# Task to carry out
In the material below, the required lines run from the one containing "0,100% 100%,50% 72%,0" through the one containing "function strokePath(path, color, width, dash)". Copy those lines exactly, ends included, and nothing else.

# Data to examine
+---+

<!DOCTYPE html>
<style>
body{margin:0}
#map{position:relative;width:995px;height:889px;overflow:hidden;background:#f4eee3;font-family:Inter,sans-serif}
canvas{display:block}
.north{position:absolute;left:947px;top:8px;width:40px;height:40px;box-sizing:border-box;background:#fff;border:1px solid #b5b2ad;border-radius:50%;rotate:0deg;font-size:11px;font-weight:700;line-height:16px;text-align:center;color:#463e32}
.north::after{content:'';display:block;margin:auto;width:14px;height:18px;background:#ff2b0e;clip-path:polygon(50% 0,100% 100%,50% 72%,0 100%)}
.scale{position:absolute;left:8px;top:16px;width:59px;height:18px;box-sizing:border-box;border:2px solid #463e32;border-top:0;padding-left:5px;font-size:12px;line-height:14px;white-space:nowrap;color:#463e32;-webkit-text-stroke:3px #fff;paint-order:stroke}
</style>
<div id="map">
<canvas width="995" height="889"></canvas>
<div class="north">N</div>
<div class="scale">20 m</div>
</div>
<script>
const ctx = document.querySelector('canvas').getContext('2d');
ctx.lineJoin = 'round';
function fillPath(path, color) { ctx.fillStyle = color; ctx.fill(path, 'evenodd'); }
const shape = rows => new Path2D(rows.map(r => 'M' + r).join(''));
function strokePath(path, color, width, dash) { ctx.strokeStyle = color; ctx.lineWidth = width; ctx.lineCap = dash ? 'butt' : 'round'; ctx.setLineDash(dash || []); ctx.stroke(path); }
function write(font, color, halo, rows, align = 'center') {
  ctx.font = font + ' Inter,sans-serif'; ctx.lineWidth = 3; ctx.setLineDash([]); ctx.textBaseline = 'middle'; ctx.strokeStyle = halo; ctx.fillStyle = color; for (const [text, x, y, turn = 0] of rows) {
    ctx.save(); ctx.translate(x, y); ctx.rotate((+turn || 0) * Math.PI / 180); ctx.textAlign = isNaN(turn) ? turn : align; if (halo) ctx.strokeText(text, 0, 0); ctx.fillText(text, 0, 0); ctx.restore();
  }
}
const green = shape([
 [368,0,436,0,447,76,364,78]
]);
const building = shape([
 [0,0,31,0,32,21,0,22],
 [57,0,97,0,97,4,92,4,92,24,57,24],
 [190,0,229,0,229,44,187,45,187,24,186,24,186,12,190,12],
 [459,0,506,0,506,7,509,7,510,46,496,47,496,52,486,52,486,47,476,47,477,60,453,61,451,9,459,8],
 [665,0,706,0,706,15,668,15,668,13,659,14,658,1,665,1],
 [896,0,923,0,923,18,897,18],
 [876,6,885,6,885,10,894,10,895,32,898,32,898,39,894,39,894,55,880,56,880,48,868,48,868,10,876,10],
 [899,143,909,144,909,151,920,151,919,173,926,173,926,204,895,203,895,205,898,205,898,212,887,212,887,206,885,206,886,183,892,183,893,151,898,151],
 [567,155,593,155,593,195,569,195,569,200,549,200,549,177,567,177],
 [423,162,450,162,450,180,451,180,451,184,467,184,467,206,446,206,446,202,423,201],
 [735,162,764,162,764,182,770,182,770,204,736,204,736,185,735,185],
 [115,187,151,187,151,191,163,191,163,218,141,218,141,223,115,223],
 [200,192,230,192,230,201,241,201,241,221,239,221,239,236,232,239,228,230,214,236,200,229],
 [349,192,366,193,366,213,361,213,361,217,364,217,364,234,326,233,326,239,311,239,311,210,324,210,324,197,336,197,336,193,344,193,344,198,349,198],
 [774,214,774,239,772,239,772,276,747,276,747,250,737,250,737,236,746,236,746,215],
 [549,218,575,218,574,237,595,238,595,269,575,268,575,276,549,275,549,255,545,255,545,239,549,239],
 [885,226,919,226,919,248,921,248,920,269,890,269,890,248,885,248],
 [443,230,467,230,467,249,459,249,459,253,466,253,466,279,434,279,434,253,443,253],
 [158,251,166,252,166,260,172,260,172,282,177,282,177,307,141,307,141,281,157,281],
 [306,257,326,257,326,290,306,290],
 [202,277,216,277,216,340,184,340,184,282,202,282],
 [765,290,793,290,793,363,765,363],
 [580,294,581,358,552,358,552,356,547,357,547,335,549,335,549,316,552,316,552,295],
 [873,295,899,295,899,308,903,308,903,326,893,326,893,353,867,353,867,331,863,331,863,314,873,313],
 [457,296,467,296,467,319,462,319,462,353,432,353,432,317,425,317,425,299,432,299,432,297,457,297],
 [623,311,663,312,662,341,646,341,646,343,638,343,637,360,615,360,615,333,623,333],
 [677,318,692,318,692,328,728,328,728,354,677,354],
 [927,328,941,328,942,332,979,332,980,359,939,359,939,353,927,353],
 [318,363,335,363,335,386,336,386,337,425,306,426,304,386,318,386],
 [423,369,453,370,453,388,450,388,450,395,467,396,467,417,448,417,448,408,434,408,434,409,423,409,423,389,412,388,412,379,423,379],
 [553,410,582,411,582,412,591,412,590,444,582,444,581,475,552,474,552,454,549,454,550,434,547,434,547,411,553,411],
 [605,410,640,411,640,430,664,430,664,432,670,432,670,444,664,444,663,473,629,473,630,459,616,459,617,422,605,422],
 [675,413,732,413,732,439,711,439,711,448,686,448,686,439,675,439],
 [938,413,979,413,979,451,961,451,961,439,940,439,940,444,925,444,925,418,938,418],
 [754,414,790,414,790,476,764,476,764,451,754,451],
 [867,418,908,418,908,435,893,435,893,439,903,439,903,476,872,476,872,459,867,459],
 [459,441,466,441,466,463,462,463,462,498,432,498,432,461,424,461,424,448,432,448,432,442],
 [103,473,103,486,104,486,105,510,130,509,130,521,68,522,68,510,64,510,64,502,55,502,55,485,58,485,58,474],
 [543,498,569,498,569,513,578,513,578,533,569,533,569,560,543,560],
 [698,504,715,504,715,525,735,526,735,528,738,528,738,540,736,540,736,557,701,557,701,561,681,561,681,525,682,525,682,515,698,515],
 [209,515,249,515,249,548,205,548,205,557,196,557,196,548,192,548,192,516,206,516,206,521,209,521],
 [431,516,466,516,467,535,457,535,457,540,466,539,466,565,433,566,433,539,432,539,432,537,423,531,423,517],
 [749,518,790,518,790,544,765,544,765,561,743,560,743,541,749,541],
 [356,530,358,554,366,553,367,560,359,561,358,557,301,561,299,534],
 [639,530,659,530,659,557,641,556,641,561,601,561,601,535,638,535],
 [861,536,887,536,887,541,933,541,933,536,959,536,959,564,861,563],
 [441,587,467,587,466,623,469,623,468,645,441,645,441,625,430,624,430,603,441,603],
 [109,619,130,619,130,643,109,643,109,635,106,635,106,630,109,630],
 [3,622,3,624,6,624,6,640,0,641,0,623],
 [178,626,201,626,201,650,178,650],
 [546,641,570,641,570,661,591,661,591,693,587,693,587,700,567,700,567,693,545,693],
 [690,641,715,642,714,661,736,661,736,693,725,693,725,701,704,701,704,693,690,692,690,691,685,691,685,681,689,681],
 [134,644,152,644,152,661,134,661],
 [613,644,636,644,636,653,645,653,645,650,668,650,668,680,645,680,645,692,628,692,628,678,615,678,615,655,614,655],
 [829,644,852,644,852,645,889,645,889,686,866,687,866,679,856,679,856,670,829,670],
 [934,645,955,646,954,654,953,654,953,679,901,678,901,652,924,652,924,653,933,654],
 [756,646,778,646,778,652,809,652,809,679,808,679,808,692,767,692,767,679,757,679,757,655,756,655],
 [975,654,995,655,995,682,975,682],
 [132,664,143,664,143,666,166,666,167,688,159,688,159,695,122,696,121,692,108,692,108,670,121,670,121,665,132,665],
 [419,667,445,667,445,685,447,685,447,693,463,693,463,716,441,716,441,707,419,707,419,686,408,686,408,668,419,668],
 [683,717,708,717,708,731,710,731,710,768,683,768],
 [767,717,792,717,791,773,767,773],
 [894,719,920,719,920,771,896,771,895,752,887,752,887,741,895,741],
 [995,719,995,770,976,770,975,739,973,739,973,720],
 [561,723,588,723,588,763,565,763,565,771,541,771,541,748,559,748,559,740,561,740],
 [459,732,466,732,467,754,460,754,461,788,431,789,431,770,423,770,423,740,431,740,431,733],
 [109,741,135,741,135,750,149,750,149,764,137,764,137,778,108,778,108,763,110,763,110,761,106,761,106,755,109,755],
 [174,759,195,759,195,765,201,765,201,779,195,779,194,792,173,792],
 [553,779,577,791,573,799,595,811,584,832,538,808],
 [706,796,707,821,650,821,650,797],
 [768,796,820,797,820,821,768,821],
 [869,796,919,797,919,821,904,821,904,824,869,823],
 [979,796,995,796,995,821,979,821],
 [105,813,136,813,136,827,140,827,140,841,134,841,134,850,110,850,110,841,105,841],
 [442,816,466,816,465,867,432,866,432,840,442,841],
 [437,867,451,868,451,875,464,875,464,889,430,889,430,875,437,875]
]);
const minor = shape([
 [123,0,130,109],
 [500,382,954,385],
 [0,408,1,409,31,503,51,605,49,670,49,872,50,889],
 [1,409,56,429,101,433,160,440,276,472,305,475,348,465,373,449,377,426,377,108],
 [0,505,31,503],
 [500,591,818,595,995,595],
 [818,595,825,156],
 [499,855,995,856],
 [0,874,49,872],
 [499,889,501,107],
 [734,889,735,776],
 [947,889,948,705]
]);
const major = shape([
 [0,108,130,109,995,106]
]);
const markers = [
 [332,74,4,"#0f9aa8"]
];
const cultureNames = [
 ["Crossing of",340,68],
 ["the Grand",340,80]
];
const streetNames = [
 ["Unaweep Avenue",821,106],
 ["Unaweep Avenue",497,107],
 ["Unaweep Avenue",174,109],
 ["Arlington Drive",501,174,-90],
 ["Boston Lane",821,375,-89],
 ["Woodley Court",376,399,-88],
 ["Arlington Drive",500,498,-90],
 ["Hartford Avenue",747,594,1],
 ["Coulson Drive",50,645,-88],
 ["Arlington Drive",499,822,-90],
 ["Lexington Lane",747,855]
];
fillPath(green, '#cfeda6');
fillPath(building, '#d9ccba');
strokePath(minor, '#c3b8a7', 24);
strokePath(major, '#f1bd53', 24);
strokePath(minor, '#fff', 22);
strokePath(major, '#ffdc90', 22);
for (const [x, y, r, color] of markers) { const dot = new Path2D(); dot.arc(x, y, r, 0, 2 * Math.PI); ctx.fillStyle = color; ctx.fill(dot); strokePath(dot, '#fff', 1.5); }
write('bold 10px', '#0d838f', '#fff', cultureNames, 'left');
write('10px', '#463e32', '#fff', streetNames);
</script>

+---+

# Response
.north::after{content:'';display:block;margin:auto;width:14px;height:18px;background:#ff2b0e;clip-path:polygon(50% 0,100% 100%,50% 72%,0 100%)}
.scale{position:absolute;left:8px;top:16px;width:59px;height:18px;box-sizing:border-box;border:2px solid #463e32;border-top:0;padding-left:5px;font-size:12px;line-height:14px;white-space:nowrap;color:#463e32;-webkit-text-stroke:3px #fff;paint-order:stroke}
</style>
<div id="map">
<canvas width="995" height="889"></canvas>
<div class="north">N</div>
<div class="scale">20 m</div>
</div>
<script>
const ctx = document.querySelector('canvas').getContext('2d');
ctx.lineJoin = 'round';
function fillPath(path, color) { ctx.fillStyle = color; ctx.fill(path, 'evenodd'); }
const shape = rows => new Path2D(rows.map(r => 'M' + r).join(''));
function strokePath(path, color, width, dash) { ctx.strokeStyle = color; ctx.lineWidth = width; ctx.lineCap = dash ? 'butt' : 'round'; ctx.setLineDash(dash || []); ctx.stroke(path); }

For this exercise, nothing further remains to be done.